### ABOUT THIS EXERCISE
Please copy out every line in the entries that includes the word "overflow".

[[ EXERCISE MATERIAL, beginning ]]

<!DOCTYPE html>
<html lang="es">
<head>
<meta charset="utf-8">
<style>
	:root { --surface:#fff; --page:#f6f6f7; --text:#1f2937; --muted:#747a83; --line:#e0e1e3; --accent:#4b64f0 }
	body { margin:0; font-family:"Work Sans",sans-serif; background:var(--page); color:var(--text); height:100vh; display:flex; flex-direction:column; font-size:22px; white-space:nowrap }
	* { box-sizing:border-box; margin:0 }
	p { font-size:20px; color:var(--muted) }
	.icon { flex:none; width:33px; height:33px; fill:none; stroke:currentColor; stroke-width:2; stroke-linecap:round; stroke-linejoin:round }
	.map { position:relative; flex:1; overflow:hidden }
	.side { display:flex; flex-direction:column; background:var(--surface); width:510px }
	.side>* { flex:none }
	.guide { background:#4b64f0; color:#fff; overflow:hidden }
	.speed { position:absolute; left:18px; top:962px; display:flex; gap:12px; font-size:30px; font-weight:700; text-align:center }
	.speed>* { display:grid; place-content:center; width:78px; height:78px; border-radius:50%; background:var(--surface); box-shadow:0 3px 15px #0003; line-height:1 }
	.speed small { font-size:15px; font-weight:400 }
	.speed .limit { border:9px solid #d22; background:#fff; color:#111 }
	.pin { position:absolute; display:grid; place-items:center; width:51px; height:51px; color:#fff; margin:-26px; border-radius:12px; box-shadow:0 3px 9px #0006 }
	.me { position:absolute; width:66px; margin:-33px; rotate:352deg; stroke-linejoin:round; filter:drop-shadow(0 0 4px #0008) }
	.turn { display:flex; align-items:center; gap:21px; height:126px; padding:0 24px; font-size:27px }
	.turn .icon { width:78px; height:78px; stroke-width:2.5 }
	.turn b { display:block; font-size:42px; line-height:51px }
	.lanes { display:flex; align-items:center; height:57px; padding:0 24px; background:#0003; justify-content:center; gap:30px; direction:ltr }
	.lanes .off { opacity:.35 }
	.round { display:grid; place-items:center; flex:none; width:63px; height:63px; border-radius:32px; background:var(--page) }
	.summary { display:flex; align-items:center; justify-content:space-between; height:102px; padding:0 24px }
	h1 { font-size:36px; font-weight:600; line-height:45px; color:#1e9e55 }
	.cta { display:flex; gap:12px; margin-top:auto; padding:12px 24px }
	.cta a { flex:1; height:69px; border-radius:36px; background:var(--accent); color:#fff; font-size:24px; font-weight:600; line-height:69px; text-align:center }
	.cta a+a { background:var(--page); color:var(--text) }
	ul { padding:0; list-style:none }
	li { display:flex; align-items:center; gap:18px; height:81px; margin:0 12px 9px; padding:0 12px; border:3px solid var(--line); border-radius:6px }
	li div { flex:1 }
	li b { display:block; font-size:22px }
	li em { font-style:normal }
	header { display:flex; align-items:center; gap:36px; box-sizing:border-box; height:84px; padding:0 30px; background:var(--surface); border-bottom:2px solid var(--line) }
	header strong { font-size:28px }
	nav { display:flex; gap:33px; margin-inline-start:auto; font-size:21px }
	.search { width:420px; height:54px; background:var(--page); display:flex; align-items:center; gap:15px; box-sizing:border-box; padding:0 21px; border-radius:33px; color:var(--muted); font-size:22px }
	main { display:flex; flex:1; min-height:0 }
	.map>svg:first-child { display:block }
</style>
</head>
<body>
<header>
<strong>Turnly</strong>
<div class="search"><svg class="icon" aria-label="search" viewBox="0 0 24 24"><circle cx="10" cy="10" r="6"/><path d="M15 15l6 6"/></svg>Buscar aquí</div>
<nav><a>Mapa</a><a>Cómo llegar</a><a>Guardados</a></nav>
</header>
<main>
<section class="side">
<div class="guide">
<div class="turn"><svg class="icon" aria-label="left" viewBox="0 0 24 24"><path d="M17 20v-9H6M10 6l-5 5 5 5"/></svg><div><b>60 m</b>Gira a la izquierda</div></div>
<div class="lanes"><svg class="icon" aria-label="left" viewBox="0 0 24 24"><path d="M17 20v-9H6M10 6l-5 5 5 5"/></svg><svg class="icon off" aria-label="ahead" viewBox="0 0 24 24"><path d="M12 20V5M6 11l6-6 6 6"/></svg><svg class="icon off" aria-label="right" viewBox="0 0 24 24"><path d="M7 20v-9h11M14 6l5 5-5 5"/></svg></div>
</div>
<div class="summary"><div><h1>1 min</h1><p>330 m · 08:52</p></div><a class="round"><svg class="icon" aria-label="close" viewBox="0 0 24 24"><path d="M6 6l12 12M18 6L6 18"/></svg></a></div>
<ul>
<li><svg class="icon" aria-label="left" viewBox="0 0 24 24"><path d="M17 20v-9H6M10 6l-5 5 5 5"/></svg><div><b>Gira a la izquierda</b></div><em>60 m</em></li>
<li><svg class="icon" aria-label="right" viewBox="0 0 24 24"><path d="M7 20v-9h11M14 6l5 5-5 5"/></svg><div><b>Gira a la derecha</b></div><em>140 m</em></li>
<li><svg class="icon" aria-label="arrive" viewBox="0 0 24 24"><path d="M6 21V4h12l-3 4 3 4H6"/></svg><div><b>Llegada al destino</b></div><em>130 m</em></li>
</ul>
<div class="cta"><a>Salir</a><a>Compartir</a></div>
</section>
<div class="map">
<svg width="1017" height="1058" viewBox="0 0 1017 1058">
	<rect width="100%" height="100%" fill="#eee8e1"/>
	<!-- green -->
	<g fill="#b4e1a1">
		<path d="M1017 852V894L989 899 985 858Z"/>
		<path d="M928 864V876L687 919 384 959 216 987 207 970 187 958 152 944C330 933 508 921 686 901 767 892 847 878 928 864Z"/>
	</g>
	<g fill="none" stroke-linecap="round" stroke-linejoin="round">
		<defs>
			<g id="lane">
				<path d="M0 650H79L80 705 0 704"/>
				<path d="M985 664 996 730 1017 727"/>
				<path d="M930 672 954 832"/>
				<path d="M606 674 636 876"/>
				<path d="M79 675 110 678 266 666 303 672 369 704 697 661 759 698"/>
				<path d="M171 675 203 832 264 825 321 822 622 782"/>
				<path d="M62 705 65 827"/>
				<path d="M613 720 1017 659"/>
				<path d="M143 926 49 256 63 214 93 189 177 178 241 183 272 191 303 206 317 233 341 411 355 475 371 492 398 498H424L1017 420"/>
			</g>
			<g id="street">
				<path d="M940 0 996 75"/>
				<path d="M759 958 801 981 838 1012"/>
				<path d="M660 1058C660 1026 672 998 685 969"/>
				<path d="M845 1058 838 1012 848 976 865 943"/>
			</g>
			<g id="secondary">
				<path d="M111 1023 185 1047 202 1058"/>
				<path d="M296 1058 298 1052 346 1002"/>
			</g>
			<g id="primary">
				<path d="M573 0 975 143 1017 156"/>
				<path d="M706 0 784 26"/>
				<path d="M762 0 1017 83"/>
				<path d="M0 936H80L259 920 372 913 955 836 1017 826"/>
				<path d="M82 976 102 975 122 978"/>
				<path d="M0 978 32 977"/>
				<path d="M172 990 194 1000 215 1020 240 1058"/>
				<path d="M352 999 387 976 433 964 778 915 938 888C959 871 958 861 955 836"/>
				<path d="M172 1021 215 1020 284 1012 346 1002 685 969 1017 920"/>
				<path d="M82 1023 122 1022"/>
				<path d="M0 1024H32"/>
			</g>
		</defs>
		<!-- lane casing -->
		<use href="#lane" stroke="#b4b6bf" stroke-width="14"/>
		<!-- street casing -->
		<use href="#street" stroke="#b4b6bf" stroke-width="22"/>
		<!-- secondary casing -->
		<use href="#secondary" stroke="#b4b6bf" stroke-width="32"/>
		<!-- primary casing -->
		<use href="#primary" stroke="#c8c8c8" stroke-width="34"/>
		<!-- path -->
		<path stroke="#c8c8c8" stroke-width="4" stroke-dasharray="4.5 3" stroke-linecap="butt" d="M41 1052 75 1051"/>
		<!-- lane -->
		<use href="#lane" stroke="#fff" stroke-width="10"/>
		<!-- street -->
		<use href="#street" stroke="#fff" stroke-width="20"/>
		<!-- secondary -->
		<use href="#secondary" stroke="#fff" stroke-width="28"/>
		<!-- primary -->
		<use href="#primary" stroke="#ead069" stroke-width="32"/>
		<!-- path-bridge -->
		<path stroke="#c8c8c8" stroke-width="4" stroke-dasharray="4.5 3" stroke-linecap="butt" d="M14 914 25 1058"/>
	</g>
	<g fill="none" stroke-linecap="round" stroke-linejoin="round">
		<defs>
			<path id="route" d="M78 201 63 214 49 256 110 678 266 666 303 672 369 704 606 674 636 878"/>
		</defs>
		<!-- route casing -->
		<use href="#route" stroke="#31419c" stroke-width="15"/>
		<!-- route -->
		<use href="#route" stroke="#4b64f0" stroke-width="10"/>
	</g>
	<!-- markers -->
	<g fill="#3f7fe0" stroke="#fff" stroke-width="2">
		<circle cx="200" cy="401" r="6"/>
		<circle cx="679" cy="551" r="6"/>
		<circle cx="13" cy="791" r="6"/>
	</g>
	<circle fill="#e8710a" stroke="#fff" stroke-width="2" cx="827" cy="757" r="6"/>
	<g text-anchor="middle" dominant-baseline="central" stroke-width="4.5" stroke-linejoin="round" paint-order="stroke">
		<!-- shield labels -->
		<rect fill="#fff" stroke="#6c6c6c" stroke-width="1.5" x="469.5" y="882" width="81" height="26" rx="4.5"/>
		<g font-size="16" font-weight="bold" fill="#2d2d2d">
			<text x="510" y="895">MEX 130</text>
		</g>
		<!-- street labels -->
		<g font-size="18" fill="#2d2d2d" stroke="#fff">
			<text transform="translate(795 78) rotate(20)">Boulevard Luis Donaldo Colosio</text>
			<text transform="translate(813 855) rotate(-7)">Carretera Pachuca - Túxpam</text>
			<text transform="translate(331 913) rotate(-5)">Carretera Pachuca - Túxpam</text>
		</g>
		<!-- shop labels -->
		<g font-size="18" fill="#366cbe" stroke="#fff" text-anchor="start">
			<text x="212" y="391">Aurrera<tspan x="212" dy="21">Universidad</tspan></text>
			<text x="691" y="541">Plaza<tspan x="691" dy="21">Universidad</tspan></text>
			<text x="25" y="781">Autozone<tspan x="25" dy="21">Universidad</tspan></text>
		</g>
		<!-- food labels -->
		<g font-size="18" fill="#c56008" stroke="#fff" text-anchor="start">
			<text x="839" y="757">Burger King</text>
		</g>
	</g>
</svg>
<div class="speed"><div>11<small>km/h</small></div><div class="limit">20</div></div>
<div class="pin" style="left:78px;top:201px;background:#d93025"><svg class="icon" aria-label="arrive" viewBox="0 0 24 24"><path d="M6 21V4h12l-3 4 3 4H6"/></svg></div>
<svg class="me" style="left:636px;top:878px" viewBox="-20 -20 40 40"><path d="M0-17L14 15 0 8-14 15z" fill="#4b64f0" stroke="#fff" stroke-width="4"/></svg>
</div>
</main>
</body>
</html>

[[ EXERCISE MATERIAL, end ]]
[[ EXERCISE MATERIAL, beginning ]]

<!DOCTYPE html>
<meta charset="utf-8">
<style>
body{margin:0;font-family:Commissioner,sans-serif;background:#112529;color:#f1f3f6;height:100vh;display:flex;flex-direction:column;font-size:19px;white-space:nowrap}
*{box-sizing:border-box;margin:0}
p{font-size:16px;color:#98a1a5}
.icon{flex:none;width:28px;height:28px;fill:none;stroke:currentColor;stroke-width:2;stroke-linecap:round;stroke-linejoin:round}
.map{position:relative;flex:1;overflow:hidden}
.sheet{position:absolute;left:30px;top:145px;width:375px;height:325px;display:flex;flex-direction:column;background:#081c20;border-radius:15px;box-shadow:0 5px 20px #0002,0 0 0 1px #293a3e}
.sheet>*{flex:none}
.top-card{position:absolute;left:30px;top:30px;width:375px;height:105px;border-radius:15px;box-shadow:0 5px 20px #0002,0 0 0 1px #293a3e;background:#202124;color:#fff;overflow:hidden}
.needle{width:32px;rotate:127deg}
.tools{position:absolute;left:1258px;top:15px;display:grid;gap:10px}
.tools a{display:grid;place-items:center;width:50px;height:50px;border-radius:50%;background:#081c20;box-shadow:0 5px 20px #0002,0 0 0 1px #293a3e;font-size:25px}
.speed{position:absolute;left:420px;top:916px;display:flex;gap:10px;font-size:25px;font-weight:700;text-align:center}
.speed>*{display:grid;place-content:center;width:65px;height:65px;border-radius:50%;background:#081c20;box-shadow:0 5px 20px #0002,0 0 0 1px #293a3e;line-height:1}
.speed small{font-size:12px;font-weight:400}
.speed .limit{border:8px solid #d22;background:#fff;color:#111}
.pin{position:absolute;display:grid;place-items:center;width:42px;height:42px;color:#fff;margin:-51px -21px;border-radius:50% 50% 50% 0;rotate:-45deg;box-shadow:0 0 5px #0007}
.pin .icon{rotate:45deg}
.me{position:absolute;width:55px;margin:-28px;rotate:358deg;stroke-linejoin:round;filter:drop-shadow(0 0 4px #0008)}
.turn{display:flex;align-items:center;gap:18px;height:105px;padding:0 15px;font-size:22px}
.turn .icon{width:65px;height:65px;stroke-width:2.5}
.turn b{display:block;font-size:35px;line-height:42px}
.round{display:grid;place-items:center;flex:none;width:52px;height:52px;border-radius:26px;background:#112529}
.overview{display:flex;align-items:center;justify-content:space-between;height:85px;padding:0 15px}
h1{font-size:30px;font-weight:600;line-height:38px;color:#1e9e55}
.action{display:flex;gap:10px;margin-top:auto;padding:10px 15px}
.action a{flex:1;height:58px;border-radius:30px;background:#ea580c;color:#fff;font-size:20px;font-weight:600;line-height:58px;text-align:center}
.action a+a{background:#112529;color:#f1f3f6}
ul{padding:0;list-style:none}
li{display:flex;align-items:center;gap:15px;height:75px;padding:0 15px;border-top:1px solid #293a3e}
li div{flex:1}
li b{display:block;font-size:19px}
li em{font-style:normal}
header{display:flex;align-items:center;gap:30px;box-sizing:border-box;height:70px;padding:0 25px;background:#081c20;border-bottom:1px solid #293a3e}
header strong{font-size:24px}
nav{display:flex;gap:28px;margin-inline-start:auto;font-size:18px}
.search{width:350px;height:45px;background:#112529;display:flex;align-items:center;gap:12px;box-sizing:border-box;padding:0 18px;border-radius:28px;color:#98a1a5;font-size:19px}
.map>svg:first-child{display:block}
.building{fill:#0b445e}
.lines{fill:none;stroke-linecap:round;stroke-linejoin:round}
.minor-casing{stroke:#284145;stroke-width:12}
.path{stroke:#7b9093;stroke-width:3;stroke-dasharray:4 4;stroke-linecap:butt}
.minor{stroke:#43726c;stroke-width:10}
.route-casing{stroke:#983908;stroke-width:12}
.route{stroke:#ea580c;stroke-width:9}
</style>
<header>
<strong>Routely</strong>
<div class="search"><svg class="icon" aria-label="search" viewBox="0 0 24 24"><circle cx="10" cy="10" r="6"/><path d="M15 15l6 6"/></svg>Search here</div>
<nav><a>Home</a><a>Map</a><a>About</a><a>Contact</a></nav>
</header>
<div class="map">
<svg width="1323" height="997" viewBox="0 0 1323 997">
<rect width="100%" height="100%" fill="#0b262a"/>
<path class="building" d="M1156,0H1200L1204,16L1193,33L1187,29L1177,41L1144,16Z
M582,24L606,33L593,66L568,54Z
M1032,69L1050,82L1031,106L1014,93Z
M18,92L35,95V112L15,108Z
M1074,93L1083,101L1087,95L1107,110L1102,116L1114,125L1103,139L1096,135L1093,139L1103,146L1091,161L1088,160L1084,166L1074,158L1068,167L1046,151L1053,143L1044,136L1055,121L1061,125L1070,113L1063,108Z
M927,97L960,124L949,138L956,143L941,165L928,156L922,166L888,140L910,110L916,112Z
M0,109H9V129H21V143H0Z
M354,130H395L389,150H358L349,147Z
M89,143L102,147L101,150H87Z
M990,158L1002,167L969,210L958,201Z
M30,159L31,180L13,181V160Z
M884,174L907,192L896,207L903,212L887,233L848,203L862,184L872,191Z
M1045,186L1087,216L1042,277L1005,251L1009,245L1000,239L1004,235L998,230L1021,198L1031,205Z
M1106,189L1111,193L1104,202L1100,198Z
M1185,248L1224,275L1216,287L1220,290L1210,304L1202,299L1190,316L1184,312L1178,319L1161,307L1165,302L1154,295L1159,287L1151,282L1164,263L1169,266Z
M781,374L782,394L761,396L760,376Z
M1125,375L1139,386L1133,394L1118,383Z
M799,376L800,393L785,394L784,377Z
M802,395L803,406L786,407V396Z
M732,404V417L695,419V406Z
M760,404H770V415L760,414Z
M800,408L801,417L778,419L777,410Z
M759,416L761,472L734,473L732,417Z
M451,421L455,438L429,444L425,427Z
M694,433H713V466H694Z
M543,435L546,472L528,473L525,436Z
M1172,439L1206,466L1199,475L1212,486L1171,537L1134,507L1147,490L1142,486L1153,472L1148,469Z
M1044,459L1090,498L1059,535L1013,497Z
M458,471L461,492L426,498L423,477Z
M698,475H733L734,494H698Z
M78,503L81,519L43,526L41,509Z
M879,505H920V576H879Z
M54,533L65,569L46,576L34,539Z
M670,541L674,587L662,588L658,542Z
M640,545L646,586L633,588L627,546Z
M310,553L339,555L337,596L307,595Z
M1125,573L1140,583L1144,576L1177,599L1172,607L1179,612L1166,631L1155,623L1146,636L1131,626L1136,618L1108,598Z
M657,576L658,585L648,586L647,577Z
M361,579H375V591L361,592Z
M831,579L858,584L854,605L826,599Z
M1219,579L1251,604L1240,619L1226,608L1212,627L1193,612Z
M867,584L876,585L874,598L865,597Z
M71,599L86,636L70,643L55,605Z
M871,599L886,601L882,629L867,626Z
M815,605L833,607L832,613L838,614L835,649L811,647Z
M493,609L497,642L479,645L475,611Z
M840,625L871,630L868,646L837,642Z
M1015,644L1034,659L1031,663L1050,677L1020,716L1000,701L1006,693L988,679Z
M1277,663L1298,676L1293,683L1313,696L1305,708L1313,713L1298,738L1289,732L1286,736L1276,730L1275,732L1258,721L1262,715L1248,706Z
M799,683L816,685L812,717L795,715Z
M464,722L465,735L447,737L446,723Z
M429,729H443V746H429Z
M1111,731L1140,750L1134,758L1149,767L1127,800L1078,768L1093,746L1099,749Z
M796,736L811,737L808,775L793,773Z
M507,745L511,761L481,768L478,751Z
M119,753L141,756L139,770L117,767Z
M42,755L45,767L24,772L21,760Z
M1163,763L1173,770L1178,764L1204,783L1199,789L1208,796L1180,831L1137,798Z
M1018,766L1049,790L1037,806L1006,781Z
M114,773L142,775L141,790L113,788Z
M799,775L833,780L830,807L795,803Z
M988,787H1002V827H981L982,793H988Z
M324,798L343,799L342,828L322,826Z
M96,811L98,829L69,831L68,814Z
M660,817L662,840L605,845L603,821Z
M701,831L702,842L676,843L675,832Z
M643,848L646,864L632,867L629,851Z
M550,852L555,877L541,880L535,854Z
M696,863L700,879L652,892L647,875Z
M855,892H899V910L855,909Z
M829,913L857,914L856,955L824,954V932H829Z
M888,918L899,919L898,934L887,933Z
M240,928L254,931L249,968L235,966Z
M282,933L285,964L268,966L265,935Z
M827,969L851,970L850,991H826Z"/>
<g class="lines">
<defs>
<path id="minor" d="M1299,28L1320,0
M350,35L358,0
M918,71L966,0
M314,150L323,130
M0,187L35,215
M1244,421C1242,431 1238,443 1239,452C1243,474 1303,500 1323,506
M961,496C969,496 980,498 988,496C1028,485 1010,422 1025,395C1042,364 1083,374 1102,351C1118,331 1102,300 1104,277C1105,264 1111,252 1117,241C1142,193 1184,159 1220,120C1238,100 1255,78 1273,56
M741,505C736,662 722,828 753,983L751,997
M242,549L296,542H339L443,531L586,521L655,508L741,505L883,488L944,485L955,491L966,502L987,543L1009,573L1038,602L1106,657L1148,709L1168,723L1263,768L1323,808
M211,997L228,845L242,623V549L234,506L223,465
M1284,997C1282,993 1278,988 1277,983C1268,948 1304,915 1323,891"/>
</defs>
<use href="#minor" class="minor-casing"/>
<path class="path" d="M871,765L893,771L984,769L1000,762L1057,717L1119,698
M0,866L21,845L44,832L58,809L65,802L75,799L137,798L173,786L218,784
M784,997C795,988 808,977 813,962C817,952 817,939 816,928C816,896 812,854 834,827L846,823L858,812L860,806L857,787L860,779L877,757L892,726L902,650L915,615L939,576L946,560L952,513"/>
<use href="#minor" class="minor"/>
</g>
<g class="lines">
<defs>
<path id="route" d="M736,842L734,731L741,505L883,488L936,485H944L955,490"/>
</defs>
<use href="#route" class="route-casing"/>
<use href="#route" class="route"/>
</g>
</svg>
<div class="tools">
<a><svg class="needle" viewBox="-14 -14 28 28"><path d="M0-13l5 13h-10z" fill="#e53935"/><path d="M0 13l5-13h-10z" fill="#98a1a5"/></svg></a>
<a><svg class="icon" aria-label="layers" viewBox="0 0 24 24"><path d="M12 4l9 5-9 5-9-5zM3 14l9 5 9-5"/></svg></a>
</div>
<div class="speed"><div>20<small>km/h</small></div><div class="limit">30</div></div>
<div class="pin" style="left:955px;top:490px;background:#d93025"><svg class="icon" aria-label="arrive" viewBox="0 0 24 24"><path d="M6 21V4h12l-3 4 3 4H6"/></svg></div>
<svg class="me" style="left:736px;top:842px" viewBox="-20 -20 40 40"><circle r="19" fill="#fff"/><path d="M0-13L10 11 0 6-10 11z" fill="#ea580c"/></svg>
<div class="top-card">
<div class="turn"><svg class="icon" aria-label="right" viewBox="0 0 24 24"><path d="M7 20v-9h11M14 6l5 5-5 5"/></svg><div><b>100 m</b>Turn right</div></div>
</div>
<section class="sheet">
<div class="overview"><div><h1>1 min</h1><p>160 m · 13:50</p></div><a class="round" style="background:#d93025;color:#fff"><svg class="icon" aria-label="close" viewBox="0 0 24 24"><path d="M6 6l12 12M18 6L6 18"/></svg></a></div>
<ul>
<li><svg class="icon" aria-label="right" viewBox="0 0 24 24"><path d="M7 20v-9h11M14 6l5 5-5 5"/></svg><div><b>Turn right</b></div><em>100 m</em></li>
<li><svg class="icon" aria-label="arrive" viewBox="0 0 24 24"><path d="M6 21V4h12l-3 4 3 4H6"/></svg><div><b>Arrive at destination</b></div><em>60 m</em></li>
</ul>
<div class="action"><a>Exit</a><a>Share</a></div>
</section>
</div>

[[ EXERCISE MATERIAL, end ]]

### SOLUTION BELOW
	.map { position:relative; flex:1; overflow:hidden }
	.guide { background:#4b64f0; color:#fff; overflow:hidden }
.map{position:relative;flex:1;overflow:hidden}
.top-card{position:absolute;left:30px;top:30px;width:375px;height:105px;border-radius:15px;box-shadow:0 5px 20px #0002,0 0 0 1px #293a3e;background:#202124;color:#fff;overflow:hidden}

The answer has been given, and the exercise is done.